To evaluate the hypothesis above, we explored whether MPFC affects the accumulation of cAMP, which is a vital step in melanogenesis. As seen in Fig. 6A, 12 h after MPFC addition, the level of cAMP was increased. cAMP-related biological effects depend on PKA, which has a direct influence on melanogenesis. Thus, we evaluated the effect of H-89 (Beyotime Biotechnology, Shanghai, China), an inhibitor of cAMP-dependent PKA, on the MPFC-mediated induction of tyrosinase activity and melanin content. As shown in Fig. 6B, MPFC-induced enhancement of tyrosinase activity on incubation for 24 h was abrogated by H-89. In addition, the melanin content after MPFC treatment for 48 h also reduced by H-89 compared with untreated cells (Fig. 6C). Generally, these results revealed the critical involvement of cAMP/PKA signaling in MPFC-mediated melanogenesis in B16 melanoma cells.

The phosphorylation of MAPK or inhibition of PI3K/AKT activation was reported to be the signaling process in hyperpigmentation. Thus, we performed western blot analysis the impact of MPFC on p38, ERK, JNK and AKT phosphorylation. As shown in Fig. 7, phosphorylation of p38 MAPK was significantly increased after 1 h at different concentrations of MPFC treatment compared with untreated cells. In contrast, no significant upregulation of AKT phosphorylation was induced by MPFC.
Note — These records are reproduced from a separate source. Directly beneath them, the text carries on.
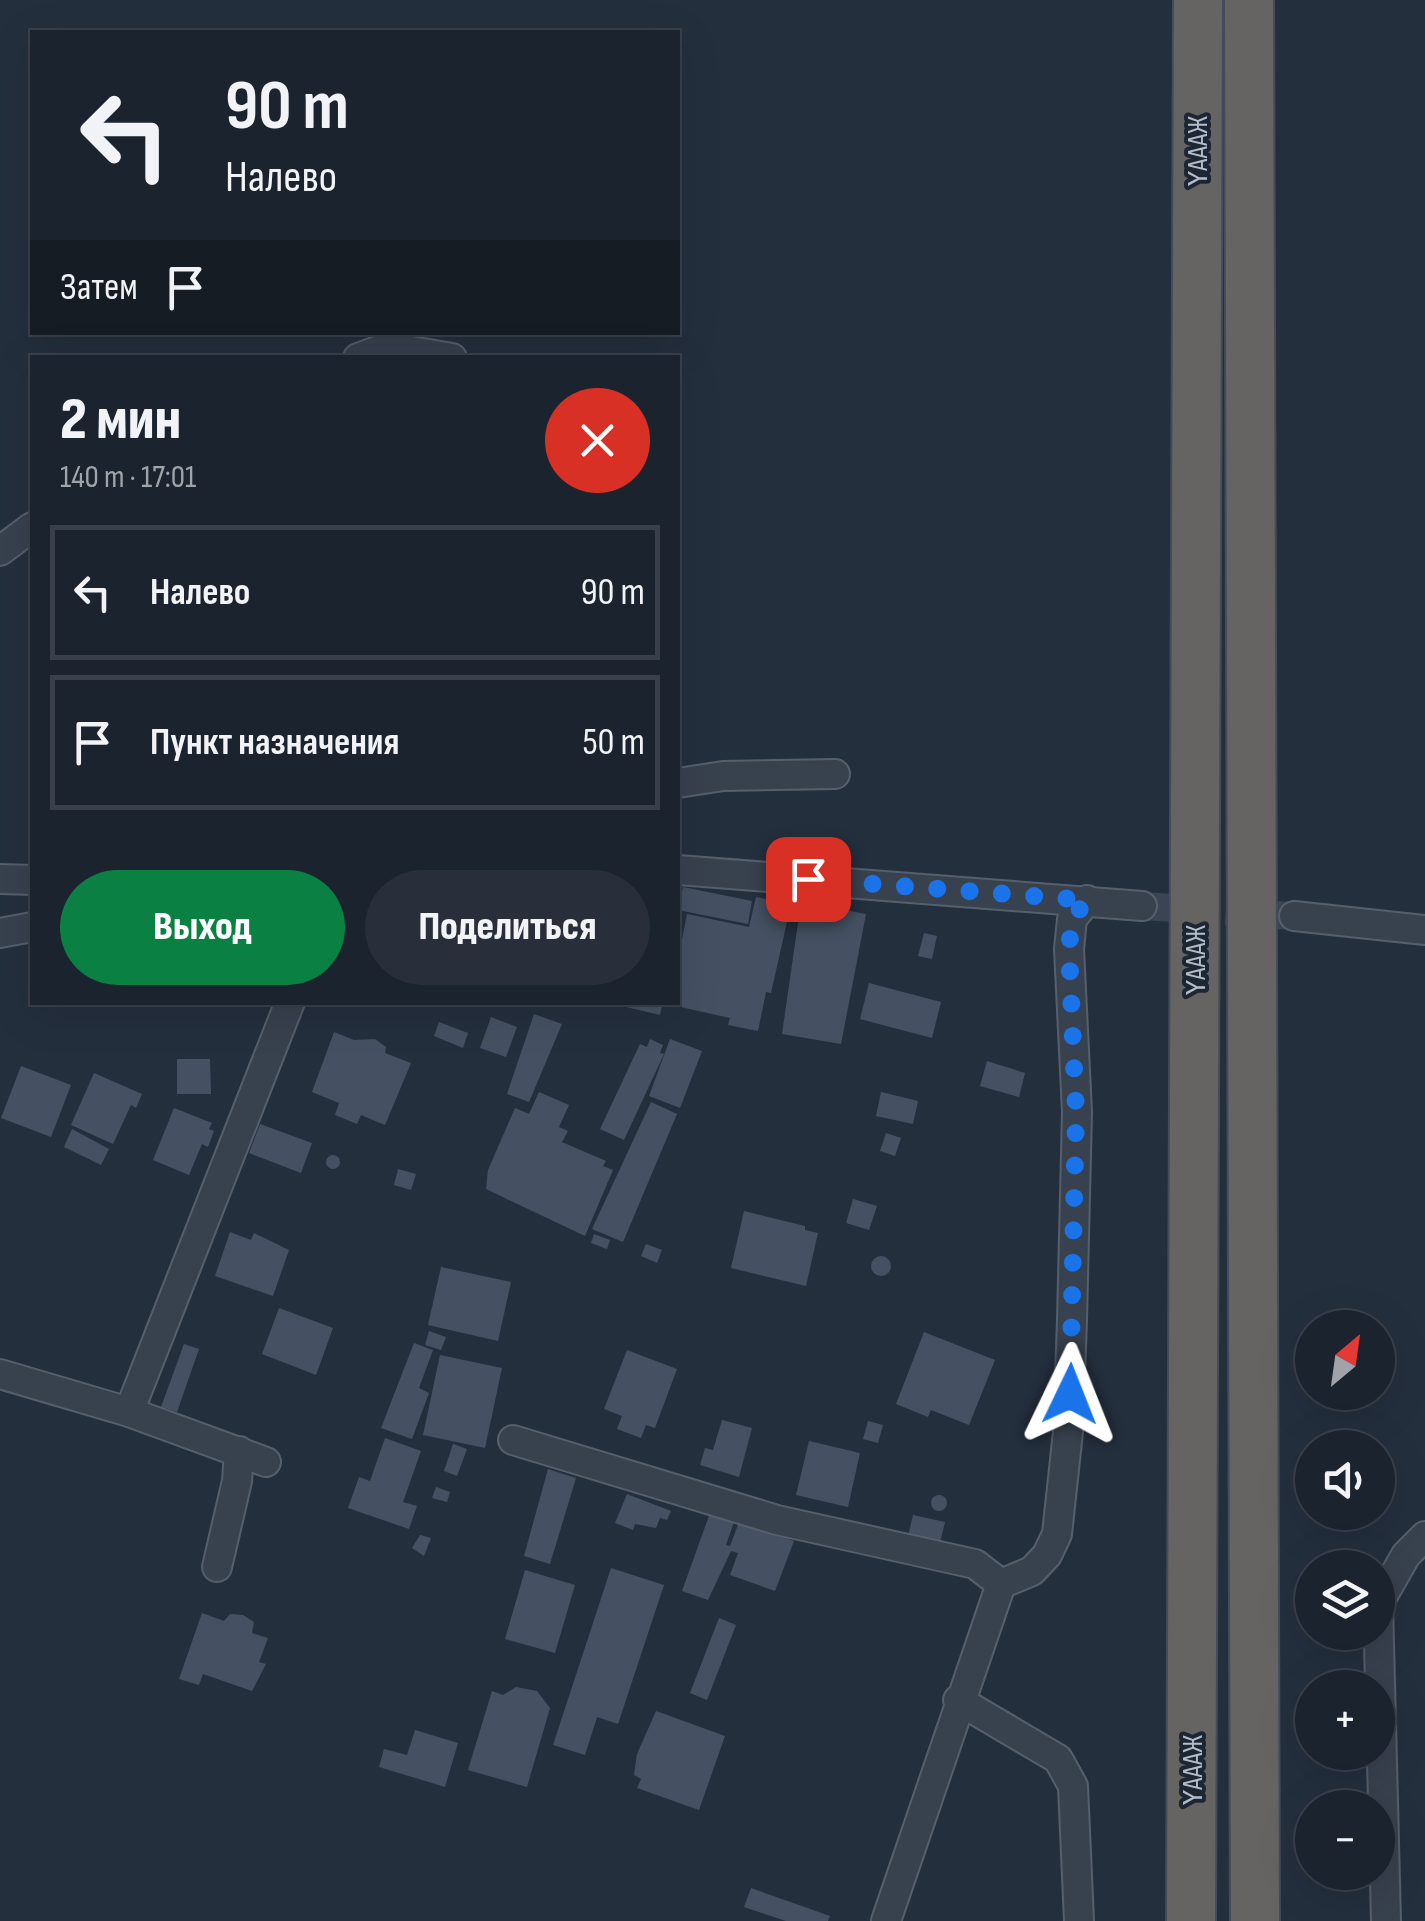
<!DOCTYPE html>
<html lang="ru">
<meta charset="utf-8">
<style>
body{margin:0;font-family:"Sofia Sans Condensed",sans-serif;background:#282f3a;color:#f1f3f6;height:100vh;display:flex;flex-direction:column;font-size:38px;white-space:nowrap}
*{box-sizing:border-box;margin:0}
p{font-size:32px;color:#a0a4aa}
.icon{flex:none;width:55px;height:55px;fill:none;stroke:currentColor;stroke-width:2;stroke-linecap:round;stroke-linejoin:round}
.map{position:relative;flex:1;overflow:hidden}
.details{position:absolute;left:30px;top:355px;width:650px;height:650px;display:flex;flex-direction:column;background:#1b232e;border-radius:0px;box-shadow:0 10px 40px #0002,0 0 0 2px #39404a}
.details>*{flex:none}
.hud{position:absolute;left:30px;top:30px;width:650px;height:305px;border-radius:0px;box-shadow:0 10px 40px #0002,0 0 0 2px #39404a;background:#1b232e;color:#f1f3f6;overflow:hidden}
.needle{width:65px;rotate:29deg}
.controls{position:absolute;left:1295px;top:1310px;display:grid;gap:20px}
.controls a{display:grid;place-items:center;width:100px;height:100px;border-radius:50%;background:#1b232e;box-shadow:0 10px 40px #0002,0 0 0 2px #39404a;font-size:50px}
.pin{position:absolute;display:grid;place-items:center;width:85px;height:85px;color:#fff;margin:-42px;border-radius:20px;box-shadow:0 5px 15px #0006}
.me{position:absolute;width:110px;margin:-55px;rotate:2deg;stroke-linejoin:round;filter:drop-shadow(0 0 8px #0008)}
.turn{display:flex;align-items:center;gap:35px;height:210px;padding:0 30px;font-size:45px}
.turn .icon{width:130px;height:130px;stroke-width:2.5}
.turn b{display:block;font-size:70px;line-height:85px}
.then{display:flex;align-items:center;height:95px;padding:0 30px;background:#0003;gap:20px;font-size:38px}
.round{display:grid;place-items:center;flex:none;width:105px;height:105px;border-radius:52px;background:#282f3a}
.headline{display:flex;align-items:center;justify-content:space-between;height:170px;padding:0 30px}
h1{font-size:60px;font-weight:800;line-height:75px}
.primary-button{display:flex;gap:20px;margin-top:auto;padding:20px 30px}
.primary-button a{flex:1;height:115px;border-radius:60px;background:#0b8043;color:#fff;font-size:40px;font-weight:800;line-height:115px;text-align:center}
.primary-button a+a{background:#282f3a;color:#f1f3f6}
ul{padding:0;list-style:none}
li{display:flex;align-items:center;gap:30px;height:135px;margin:0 20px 15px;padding:0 10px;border:5px solid #39404a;border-radius:0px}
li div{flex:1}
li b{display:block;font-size:38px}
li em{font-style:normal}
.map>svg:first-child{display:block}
.building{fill:#455162}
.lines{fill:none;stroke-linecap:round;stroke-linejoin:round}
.minor-tunnel{stroke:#3a4453;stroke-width:28;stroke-dasharray:28 14;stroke-linecap:butt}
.minor-casing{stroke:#565f6c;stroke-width:32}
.trunk-casing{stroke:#434c59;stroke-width:52}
.minor{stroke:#38414e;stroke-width:28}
.trunk{stroke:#656462;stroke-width:48}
.route{stroke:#1a73e8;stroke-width:18;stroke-dasharray:0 32.4}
.labels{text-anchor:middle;stroke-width:8;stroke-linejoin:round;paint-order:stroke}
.street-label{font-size:28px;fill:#b4bcc9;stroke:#1d2633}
</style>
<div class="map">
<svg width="1425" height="1921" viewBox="0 0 1425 1921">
<rect width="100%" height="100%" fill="#242f3e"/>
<!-- building -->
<g class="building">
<polygon points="683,887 752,901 748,924 678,910"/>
<polygon points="756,897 791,904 771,993 766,992 758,1031 728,1025 730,1018 667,1004 678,1002 678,960 687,914 749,927"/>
<polygon points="801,902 866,914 841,1044 782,1034"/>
<polygon points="924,933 937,936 932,959 918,956"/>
<polygon points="869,983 941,1002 932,1038 860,1019"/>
<polygon points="605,1002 663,1002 660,1015"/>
<polygon points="534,1014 562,1024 529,1102 507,1094"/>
<polygon points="491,1017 517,1027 506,1057 480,1048"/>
<polygon points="439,1022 468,1033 463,1048 434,1036"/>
<polygon points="334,1032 354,1040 375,1039 386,1047 385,1053 411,1063 385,1125 361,1115 357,1124 335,1115 339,1103 312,1092"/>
<polygon points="650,1039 663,1045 660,1053 664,1054 624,1140 600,1129 640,1044 647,1047"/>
<polygon points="670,1039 702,1051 680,1108 649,1096"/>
<polygon points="177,1059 210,1059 211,1094 177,1094"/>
<polygon points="987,1061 1025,1073 1019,1097 980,1086"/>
<polygon points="21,1066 71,1085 51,1137 1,1118"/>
<polygon points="94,1073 142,1094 136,1108 131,1105 113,1144 71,1125"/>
<polygon points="539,1092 569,1105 559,1127 568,1131 562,1142 606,1161 603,1166 613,1170 585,1236 486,1189 488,1170 515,1108 529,1114"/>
<polygon points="881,1092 918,1101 913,1124 876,1116"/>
<polygon points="651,1102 677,1114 623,1242 592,1229"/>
<polygon points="174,1108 212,1123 209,1129 214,1131 208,1147 202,1144 189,1175 153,1160"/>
<polygon points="260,1124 312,1143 301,1173 249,1153"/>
<polygon points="72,1129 109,1149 101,1165 64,1147"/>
<polygon points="886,1133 901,1138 895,1156 880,1151"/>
<circle cx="333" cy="1162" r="7"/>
<polygon points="398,1169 416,1174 411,1190 394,1185"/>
<polygon points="853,1199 877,1206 869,1230 846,1223"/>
<polygon points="744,1211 805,1226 805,1230 818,1233 806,1286 731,1268"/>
<polygon points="230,1232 251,1240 254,1233 289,1250 273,1296 215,1276"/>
<polygon points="594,1234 610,1240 607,1249 591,1243"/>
<polygon points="646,1244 662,1250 657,1263 641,1256"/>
<circle cx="881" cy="1266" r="10"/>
<polygon points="441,1267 511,1282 498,1341 428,1325"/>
<polygon points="279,1308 333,1328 316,1375 262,1354"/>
<polygon points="429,1331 446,1337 441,1350 425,1345"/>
<polygon points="924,1332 995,1360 969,1425 931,1410 928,1417 896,1404"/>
<polygon points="414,1343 433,1350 419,1388 429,1393 412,1439 381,1428"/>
<polygon points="184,1344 199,1349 177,1412 161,1407"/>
<polygon points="627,1350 677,1369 655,1428 646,1425 641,1438 617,1429 622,1416 604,1409"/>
<polygon points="440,1355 502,1368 485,1448 423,1435"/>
<polygon points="722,1420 752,1428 739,1477 700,1465 705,1448 713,1450"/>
<polygon points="868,1421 883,1425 878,1443 863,1439"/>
<polygon points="385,1438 421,1451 403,1502 417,1506 409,1529 348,1508 359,1477 370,1481"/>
<polygon points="809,1441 860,1453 848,1507 796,1495"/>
<polygon points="453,1444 467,1449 457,1476 444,1471"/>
<polygon points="548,1469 576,1478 550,1564 524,1556"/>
<polygon points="436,1487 450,1492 447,1502 432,1498"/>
<polygon points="627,1494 671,1511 667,1520 660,1518 656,1528 635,1524 633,1530 615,1523"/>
<circle cx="939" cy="1503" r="8"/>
<polygon points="710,1513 734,1522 726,1545 730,1546 739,1522 794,1541 775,1591 730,1575 738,1553 731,1551 708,1600 682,1591"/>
<polygon points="913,1515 945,1522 940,1543 908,1536"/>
<polygon points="420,1535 431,1538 424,1556 412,1548"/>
<polygon points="611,1568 664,1585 618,1724 597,1717 585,1755 553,1745"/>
<polygon points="525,1570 575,1585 555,1653 505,1639"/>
<polygon points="202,1613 224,1621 230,1614 243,1615 254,1622 252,1633 268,1638 259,1662 266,1664 252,1691 203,1674 199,1685 179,1679"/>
<polygon points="719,1618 736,1625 707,1700 690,1693"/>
<polygon points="516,1687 537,1691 550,1708 527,1787 468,1770 492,1691 503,1695"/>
<polygon points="656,1711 725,1736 699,1810 637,1788 641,1779 634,1775 637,1754"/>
<polygon points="415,1730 458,1743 445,1787 379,1767 384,1749 407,1755"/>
<polygon points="751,1888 830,1916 828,1921 786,1921 744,1907"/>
</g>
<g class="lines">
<!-- minor-tunnel -->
<polyline class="minor-tunnel" points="1142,906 1294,916"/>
<!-- minor casing -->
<g class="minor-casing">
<g id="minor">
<polyline points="358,358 388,347 452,358"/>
<polyline points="0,551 32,527"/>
<polyline points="678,783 723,776 835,774"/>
<polyline points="678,870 1142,906"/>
<polyline points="0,879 32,880"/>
<polyline points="1294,916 1425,930"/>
<polyline points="0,933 32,927"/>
<polyline points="0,1374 129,1412 266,1462"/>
<polyline points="129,1412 290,1002"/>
<polyline points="513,1440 777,1520 975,1564 1001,1584 886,1921"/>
<polyline points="217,1567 237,1481 239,1451"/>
<polyline points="1001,1584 1032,1571 1047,1555 1057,1534 1068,1432 1072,1320 1077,1112 1069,949 1072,919 1087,900"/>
<polyline points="958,1700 1058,1759 1073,1786 1079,1921"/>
<polyline points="1386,1921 1378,1604 1406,1555 1425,1536"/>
</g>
</g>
<!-- trunk casing -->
<g class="trunk-casing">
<g id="trunk">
<polyline points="1249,0 1255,1921"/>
<polyline points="1191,1921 1198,0"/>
</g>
</g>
<!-- minor -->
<use href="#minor" class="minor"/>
<!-- trunk -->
<use href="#trunk" class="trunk"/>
</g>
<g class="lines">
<!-- route -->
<polyline class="route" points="808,879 1087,900 1072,919 1069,948 1076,1112 1070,1394"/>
</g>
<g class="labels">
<!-- street labels -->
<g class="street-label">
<text transform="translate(1197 151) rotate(-90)" y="10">ҮАААЖ</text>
<text transform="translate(1195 960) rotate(-90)" y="10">ҮАААЖ</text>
<text transform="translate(1192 1770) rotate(-90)" y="10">ҮАААЖ</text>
</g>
</g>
</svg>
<div class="controls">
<a><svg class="needle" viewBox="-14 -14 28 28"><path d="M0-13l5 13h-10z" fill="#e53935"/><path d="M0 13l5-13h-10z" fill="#a0a4aa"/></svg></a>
<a><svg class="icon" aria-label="sound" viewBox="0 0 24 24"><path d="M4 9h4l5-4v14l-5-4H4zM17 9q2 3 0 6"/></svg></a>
<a><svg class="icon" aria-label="layers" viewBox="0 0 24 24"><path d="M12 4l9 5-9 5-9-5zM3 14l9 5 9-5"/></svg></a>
<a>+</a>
<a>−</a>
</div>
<div class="pin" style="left:808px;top:879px;background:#d93025"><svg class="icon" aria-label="arrive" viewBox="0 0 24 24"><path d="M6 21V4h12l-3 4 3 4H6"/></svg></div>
<svg class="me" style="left:1070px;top:1394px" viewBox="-20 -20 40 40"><path d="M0-17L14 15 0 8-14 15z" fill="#1a73e8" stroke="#fff" stroke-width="4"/></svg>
<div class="hud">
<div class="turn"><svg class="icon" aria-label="left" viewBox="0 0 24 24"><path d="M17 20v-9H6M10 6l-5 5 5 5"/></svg><div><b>90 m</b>Налево</div></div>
<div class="then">Затем<svg class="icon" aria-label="arrive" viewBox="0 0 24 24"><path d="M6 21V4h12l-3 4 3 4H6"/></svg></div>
</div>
<section class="details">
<div class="headline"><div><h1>2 мин</h1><p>140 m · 17:01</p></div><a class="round" style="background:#d93025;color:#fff"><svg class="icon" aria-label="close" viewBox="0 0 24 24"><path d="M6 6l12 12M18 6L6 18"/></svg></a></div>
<ul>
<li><svg class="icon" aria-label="left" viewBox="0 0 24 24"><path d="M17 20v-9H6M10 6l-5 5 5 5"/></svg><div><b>Налево</b></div><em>90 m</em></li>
<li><svg class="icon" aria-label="arrive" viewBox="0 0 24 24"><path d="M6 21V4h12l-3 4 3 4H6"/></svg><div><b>Пункт назначения</b></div><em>50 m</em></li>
</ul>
<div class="primary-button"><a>Выход</a><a>Поделиться</a></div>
</section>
</div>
Even co-treatment with ERK inhibitor (PD98059), JNK inhibitor (SP600125) (Beyotime Biotechnology) or AKT inhibitor IV (EMD Biosciences, Inc., Madison, WI, USA), MPFC-induced tyrosinase activity and melanin content were not influenced. However, the p38 MAPK inhibitor SB203580 (Beyotime Biotechnology) significantly reduced MPFC-triggered tyrosinase activity and melanin content (Fig. 8). These observations reveal that p38, but not ERK, JNK or AKT pathway, was directly involved in the upstream pathway of melanogenesis mediated by MPFC.